Gender definitions aren’t as fixed as we conventionally believe, and most of us don’t fit easily into one category or another. Gender is almost always a matter of a tension between the hard-to-define feelings of individuals and the constraints of strict cultural standards. Boys grow up under a regime of gender testing. On a daily basis we’re challenged to “prove” our masculinity, to “show” that we are men. Although many of us find that challenge exciting and meaningful, not all boys do. Manhood is an achievement precisely because it is conventional rather than natural. We could argue about what it means to be a man – and even about whether the current concept of masculinity reflects the values we want to promote in our society.
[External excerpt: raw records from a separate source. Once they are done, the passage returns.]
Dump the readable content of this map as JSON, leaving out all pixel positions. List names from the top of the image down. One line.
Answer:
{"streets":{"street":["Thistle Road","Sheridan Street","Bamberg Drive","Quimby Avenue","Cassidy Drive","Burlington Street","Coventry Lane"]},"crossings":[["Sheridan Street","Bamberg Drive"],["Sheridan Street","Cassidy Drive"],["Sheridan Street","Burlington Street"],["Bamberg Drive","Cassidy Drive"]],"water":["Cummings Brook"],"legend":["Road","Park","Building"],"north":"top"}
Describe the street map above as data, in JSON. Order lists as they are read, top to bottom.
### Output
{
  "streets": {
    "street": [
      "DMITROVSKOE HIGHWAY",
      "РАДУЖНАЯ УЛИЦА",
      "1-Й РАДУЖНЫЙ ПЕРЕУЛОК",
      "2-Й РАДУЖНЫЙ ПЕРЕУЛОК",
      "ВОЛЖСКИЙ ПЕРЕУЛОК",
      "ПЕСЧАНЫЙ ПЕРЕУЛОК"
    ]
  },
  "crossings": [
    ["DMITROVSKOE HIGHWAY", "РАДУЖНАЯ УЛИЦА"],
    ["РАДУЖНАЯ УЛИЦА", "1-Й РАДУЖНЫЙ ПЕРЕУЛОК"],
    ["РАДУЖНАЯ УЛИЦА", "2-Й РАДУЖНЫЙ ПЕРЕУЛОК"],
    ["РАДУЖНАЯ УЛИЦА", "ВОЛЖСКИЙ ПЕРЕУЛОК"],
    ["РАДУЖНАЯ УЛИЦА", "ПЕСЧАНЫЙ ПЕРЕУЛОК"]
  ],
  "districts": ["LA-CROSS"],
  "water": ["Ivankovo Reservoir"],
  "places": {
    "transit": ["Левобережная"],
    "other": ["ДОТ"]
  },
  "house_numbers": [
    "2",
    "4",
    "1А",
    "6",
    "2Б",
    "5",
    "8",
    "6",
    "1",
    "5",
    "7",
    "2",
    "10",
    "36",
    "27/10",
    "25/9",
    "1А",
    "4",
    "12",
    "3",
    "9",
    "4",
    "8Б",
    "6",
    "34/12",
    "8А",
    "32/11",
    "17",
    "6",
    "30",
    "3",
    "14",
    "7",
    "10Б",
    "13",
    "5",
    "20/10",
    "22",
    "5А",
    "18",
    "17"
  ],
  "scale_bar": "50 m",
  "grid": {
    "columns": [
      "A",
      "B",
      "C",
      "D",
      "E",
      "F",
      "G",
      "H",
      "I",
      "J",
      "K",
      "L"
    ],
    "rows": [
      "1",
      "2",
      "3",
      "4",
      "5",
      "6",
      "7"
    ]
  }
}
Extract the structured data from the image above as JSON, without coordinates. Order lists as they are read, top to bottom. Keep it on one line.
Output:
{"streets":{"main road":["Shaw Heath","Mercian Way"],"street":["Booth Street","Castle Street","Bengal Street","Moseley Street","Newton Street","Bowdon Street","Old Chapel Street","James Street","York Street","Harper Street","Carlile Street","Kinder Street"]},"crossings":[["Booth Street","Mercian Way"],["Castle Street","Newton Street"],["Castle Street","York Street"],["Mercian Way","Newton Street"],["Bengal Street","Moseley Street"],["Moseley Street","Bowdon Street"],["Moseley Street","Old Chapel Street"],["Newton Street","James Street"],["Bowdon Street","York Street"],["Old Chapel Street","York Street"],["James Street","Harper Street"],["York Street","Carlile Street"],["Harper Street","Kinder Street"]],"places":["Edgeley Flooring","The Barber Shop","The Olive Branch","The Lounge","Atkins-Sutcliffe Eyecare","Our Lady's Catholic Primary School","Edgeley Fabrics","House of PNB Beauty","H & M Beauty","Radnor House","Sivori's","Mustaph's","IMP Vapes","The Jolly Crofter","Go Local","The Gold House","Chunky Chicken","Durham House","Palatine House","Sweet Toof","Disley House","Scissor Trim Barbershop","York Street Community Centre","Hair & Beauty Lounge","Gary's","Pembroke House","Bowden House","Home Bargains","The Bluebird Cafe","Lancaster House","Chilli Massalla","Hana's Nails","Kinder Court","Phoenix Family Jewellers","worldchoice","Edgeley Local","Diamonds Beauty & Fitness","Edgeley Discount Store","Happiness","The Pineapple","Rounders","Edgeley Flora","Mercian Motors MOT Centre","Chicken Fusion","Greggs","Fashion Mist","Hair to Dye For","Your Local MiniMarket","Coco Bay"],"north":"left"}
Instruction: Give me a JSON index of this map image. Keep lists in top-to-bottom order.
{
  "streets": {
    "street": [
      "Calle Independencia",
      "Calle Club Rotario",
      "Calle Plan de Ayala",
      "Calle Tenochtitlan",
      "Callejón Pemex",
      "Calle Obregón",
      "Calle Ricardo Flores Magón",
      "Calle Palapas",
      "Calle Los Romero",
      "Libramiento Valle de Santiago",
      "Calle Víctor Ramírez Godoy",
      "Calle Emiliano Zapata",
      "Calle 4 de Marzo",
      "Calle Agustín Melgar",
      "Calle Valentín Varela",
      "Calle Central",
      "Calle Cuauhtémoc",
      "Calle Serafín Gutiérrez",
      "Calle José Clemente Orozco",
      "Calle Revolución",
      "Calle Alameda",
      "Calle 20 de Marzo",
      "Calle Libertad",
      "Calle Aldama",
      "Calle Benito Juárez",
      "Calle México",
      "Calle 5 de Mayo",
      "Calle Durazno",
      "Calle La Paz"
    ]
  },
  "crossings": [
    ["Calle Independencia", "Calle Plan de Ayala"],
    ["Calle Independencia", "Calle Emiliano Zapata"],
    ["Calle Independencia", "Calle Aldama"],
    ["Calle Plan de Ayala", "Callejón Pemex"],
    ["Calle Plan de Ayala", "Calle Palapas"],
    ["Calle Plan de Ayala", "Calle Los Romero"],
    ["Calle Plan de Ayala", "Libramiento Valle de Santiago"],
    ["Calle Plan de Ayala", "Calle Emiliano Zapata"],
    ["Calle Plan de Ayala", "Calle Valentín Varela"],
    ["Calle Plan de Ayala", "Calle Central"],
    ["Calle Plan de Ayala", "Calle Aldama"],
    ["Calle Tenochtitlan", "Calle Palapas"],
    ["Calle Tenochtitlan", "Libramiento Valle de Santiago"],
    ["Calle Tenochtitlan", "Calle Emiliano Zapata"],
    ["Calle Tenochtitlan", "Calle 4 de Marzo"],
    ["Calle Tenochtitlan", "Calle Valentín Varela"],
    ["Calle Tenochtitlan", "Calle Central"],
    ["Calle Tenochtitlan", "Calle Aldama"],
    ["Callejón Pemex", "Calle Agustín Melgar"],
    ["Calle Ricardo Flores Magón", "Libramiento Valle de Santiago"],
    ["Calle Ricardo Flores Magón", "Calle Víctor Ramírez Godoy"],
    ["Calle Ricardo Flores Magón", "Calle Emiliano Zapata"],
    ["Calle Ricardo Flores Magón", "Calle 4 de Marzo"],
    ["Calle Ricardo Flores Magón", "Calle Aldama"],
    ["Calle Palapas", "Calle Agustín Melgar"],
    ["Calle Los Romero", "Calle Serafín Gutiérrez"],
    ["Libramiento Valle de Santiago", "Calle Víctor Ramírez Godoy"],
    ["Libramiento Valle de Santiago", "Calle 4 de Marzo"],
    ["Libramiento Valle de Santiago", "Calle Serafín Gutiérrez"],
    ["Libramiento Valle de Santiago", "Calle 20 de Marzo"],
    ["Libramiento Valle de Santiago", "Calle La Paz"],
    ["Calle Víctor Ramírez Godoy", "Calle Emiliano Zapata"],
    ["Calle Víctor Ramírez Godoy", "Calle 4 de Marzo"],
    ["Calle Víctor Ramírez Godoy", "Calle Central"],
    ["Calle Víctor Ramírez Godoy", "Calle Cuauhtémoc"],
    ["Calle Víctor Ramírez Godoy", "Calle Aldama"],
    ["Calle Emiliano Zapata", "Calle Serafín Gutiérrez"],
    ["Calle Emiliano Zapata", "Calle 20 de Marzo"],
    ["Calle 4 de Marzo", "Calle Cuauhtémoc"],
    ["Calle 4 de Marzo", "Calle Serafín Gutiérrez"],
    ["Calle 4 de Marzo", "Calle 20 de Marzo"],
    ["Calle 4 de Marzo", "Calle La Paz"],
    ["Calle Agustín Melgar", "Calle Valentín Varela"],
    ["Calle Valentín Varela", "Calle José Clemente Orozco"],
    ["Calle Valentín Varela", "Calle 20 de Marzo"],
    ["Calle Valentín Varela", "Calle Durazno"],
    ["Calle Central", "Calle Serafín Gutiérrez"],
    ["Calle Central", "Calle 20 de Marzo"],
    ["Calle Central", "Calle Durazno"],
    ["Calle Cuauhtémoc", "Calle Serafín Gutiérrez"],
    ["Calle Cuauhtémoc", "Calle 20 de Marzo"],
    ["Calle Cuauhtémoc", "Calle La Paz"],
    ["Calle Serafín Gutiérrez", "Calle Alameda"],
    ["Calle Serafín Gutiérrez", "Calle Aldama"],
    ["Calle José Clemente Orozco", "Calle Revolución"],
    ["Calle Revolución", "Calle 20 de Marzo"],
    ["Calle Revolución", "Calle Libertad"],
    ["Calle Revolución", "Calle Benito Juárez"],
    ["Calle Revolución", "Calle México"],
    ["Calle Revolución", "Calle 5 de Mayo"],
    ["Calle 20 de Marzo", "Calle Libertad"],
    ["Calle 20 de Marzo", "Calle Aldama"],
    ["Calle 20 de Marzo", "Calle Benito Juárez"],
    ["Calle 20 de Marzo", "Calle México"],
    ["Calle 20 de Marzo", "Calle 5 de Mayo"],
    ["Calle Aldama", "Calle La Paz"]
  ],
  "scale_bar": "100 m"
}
Traditionally, gender definitions promote conformity. But actual people are all over the map when it comes to gendered expression. For every Caitlyn Jenner who wishes to achieve a conventional image of femininity, there are ten thousand Bruce or Caitlyn Jenners who are also uncomfortable with the category of American manhood or womanhood and find that their true desire is somewhere in between the image of the Olympian Jenner and the Jenner on the cover of Vanity Fair, somewhere among the hundreds of unknown genders waiting to be defined. What Caitlyn Jenner has perhaps done, through her example, is to help the rest of us to feel freer to own a gender expression that fits our desires. We are all Caitlyn.

Joe Chaney is a poet living quietly in South Bend. He is director of the Master of Liberal Studies Program, an interdisciplinary degree for community leaders, life-long learners, public intellectuals, and people with a range of academic ambitions, at IU South Bend. Whenever possible, he travels to far-away places.